La RAI ebbe l’ardire di avvicinare al grosso pubblico la fantascienza, il mistery, il fantastico. I soggetti evitavano vicende complesse destinate a cultori del genere, anche perché i mezzi erano limitati ed il pubblico da raggiungere vasto. Di solito c’ era una sola idea fantastica, affiancata da sottotrame che strizzavano l’occhio al thriller, al giallo, al poliziesco. Alle spalle delle scelte narrative c’era la convinzione che per lo spettatore medio l’idea della fantascienza sarebbe stata inaccettabile senza un richiamo più forte e solido, quello di un genere ben conosciuto e rassicurante.
Ne è la prova l’incredibile entusiasmo che scatenò lo sceneggiato “Il segno del comando”, realizzato da Daniele D’Anza nel 1971.

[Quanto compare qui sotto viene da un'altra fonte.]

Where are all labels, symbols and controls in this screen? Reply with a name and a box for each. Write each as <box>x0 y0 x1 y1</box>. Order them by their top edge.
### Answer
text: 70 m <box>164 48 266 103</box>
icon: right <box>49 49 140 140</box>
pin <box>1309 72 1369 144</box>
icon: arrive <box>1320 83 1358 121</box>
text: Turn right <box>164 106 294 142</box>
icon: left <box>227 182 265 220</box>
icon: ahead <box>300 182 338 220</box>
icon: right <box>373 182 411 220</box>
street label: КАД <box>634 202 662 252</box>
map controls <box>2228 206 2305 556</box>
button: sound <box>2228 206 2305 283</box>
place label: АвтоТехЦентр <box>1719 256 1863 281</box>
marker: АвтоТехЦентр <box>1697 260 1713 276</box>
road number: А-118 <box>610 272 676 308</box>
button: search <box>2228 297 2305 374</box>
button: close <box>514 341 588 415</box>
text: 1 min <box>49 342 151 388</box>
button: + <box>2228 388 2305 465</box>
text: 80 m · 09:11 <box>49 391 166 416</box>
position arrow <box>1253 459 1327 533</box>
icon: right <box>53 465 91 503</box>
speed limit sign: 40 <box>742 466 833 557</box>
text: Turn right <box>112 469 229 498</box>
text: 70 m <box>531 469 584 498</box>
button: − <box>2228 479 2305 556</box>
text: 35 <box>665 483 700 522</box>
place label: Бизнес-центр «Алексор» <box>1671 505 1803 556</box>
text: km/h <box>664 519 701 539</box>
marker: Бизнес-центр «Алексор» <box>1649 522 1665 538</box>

La vicenda è una storia di spionaggio condita da elementi mistery di forte impatto emotivo, ambientata in una Roma notturna ed insolita, difficile da dimenticare. Ugo Pagliai, bravissimo attore di teatro, impersona Edward Lancelot Foster, uno studioso di Byron. E’ un professore e lascia l’Università per venire a Roma a tenere una conferenza sul celebre poeta inglese. Fin dal suo arrivo si imbatte in alcuni fatti apparentemente inspiegabili. Incontra Lucia, una donna misteriosa interpretata da una strepitosa Carla Gravina. Lucia pare essere lo spettro di una modella che lavorò per un certo Tagliaferri, pittore vissuto nel secolo scorso. Questi avrebbe dipinto una piazza inesistente, descritta però in uno sconosciuto brano del diario di Byron. Il poeta annotò: «21 aprile 1817, notte, ore 11. Esperienza indimenticabile, luogo meraviglioso, piazza con rudere di tempio romano, chiesa rinascimentale, fontana con delfini, messaggero di pietra, musica celestiale, tenebrose presenze». La donna attira il protagonista nella Taverna dell’Angelo, un locale d’epoca dove il protagonista viene narcotizzato o gli accade qualcosa del genere, visto che si ritrova in automobile solo e senza più i documenti…

 

Il segno del comando rappresenta l’apice della produzione italiana degli sceneggiati del mistero, e fissa alcune linee per il genere. Ci sono i temi della reincarnazione ciclica (Brandani/Tagliaferri/Forster, Vitali/Byron/Powell, Cagliostro/Oberon/Anchisi),le sedute medianiche, i fantasmi e le profezie,c’è un epilogo destinato a sciogliere gran parte dei dubbi, ci sono le interpretazioni di volti noti delle scene italiane. Questi elementi diverranno stereotipi più volte riproposti in produzioni successive, come Il fauno di marmo, Ho incontrato un’ombra, Ritratto di donna velata, La dama dei veleni…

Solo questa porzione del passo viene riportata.